Overview
- Status: Closed
- Owner: Government of Western Australia
- Locale: Wheatbelt, Western Australia
- Termini: Wagin; Bowelling;

Service
- Operator(s): Western Australian Government Railways

History
- Commenced: 1914
- Opened: 10 December 1918
- Closed: 1 June 1986

Technical
- Line length: 102 km (63 mi)
- Track gauge: 1,067 mm (3 ft 6 in)
- Wagin to Bowelling railway lineMain locations 30km 19miles2 Bowelling1 Wagin

= Wagin to Bowelling railway line =

Former railway line in Western Australia

The Wagin to Bowelling railway line was a state government-owned and WAGR-operated railway line in the Wheatbelt region of Western Australia, connecting Wagin via Bokal to Bowelling. The line was 102 km long. At Wagin, the railway line connected to the Great Southern Railway and the Wagin to Newdegate railway line while, at Bowelling, it connected to the Brunswick Junction to Narrogin railway line.

==History==
The Great Southern Railway, passing through Wagin, was established in 1889, having been constructed in a three-year period from 1886. At the Bowelling end of the future line, the railway had arrived in 1907 with the completion of the Collie to Darkan section of the Brunswick Junction to Narrogin railway line.

The Wagin–Bowelling Railway Act 1912, an act by the Parliament of Western Australia granted assent on 24 December 1912, authorised the construction of the railway line from Wagin to Bowelling.

The Wagin to Bowelling railway line's contract for construction was awarded on 17 July 1914. It was constructed by the Western Australian Public Works Department. The first section of the line, from Wagin to Bokal, was opened on 20 November 1917 while the second section, from Bokal to Bowelling, was opened on 10 December 1918.

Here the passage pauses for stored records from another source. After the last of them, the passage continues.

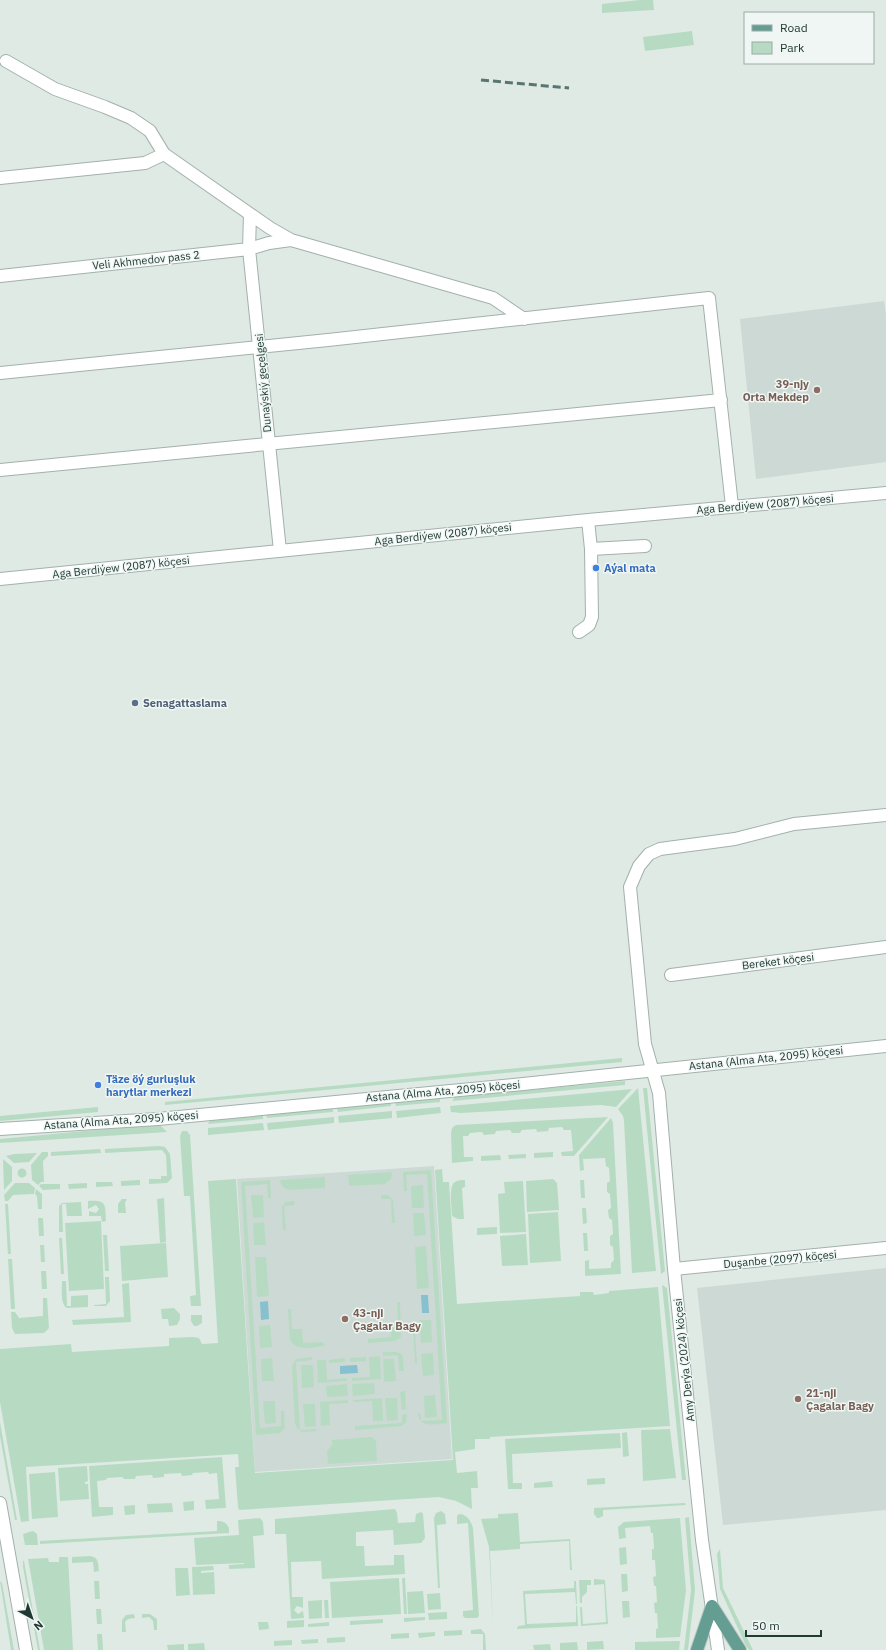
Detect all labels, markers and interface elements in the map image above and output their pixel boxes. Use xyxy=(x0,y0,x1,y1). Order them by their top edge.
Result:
legend xyxy=(744,12,874,64)
text: Road xyxy=(780,20,808,35)
text: Park xyxy=(780,40,805,55)
street label: Veli Akhmedov pass 2 xyxy=(92,247,200,273)
street label: Dunaýskiý geçelgesi xyxy=(252,333,274,433)
place label: 39-njy Orta Mekdep xyxy=(743,377,809,404)
marker: 39-njy Orta Mekdep xyxy=(812,385,822,395)
street label: Aga Berdiýew (2087) köçesi xyxy=(696,491,834,517)
street label: Aga Berdiýew (2087) köçesi xyxy=(374,520,512,548)
street label: Aga Berdiýew (2087) köçesi xyxy=(52,553,190,581)
place label: Aýal mata xyxy=(604,561,656,575)
marker: Aýal mata xyxy=(591,563,601,573)
place label: Senagattaslama xyxy=(143,696,227,710)
marker: Senagattaslama xyxy=(130,698,140,708)
street label: Bereket köçesi xyxy=(741,950,815,972)
street label: Astana (Alma Ata, 2095) köçesi xyxy=(688,1043,844,1073)
place label: Täze öý gurluşluk harytlar merkezi xyxy=(106,1072,196,1099)
street label: Astana (Alma Ata, 2095) köçesi xyxy=(365,1077,521,1105)
marker: Täze öý gurluşluk harytlar merkezi xyxy=(93,1080,103,1090)
street label: Astana (Alma Ata, 2095) köçesi xyxy=(43,1108,199,1132)
street label: Duşanbe (2097) köçesi xyxy=(723,1247,837,1271)
street label: Amy Derýa (2024) köçesi xyxy=(671,1298,697,1422)
place label: 43-nji Çagalar Bagy xyxy=(353,1306,421,1333)
marker: 43-nji Çagalar Bagy xyxy=(340,1314,350,1324)
place label: 21-nji Çagalar Bagy xyxy=(806,1386,874,1413)
marker: 21-nji Çagalar Bagy xyxy=(793,1394,803,1404)
north arrow xyxy=(12,1598,52,1638)
scale bar xyxy=(746,1612,821,1638)
text: N xyxy=(31,1618,46,1634)
text: 50 m xyxy=(752,1618,780,1633)

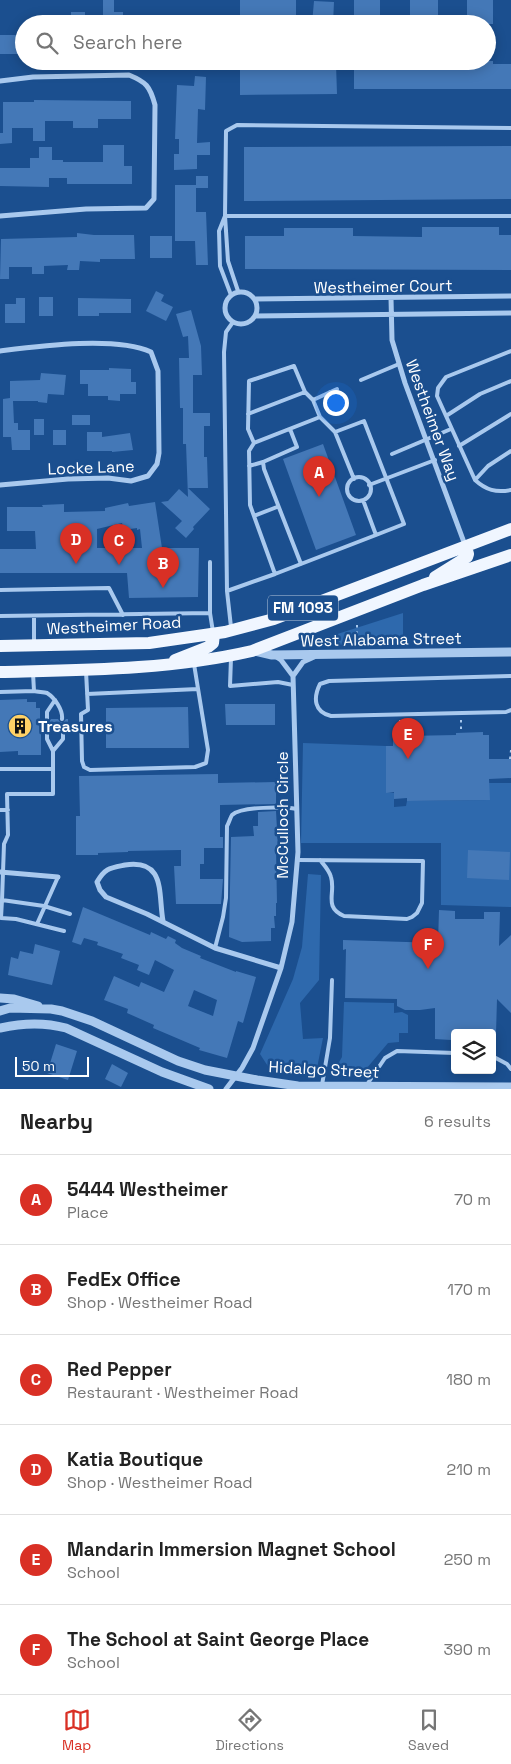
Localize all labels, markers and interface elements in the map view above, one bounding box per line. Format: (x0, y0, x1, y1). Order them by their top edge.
search box (15, 15, 496, 70)
icon: search (33, 29, 61, 57)
text: Search here (73, 30, 183, 55)
street label: Westheimer Court (313, 275, 453, 298)
street label: Westheimer Way (401, 356, 464, 484)
your location (323, 390, 349, 416)
street label: Locke Lane (47, 455, 135, 480)
pin: A (303, 456, 335, 497)
pin: D (60, 523, 92, 564)
pin: C (103, 524, 135, 565)
pin: B (147, 547, 179, 588)
road number: FM 1093 (268, 596, 338, 620)
street label: Westheimer Road (46, 611, 182, 640)
street label: West Alabama Street (300, 628, 462, 651)
building icon: Treasures (7, 713, 33, 739)
place label: Treasures (38, 716, 113, 737)
pin: E (392, 718, 424, 759)
street label: McCulloch Circle (272, 751, 293, 879)
pin: F (412, 928, 444, 969)
map controls (451, 1029, 496, 1074)
button: layers (451, 1029, 496, 1074)
scale bar (15, 1054, 89, 1077)
street label: Hidalgo Street (268, 1056, 380, 1083)
text: 50 m (22, 1057, 55, 1075)
text: Nearby (20, 1108, 93, 1135)
text: 6 results (424, 1111, 491, 1132)
text: 5444 Westheimer (67, 1177, 228, 1202)
text: A (31, 1189, 41, 1210)
text: 70 m (454, 1189, 491, 1210)
text: Place (67, 1202, 109, 1223)
text: FedEx Office (67, 1267, 181, 1292)
text: B (31, 1279, 41, 1300)
text: 170 m (447, 1279, 491, 1300)
text: Shop · Westheimer Road (67, 1292, 253, 1313)
text: Red Pepper (67, 1357, 172, 1382)
text: C (31, 1369, 41, 1390)
text: 180 m (446, 1369, 491, 1390)
text: Restaurant · Westheimer Road (67, 1382, 299, 1403)
text: Katia Boutique (67, 1447, 203, 1472)
text: D (31, 1459, 41, 1480)
text: 210 m (447, 1459, 491, 1480)
text: Shop · Westheimer Road (67, 1472, 253, 1493)
text: Mandarin Immersion Magnet School (67, 1537, 396, 1562)
text: E (32, 1549, 40, 1570)
text: 250 m (444, 1549, 491, 1570)
text: School (67, 1562, 120, 1583)
text: The School at Saint George Place (67, 1627, 369, 1652)
text: F (32, 1639, 40, 1660)
text: 390 m (443, 1639, 491, 1660)
text: School (67, 1652, 120, 1673)
tab: Map (62, 1706, 91, 1754)
tab: Directions (215, 1706, 284, 1754)
tab: Saved (408, 1706, 449, 1754)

With the opening of the railway junction at Bowelling, station and town there were prioritised over Darkan. Darkan station was closed while the Bowelling remained in operation until 1967. The last direct train from Bowelling to Wagin ran on 30 June 1984 while the Bowelling to Bokal section was closed on 1 June 1986. Westrail continued some operations from Wagin and Bokal until 1988.

==Legacy==
The railway line is designated as "Not in use" on the Public Transport Authority map and, unlike other active and inactive Wheatbelt railway lines, is not leased to Arc Infrastructure and therefore not shown on its map.

The heritage listed Wagin Railway Station was completed on 25 April 1911, replacing an early building that was relocated in 1906.

The neighbouring Shire of West Arthur has a number of railway related installations on its heritage list. Some, like the Darkan railway station precinct and the Hillman River railway bridge are only connected to the Brunswick Junction to Narrogin line, while the Bowelling railway station is associated with both lines. Unlike these, the Duranillin railway bridge over the Arthur River was constructed for the Wagin to Bowelling line.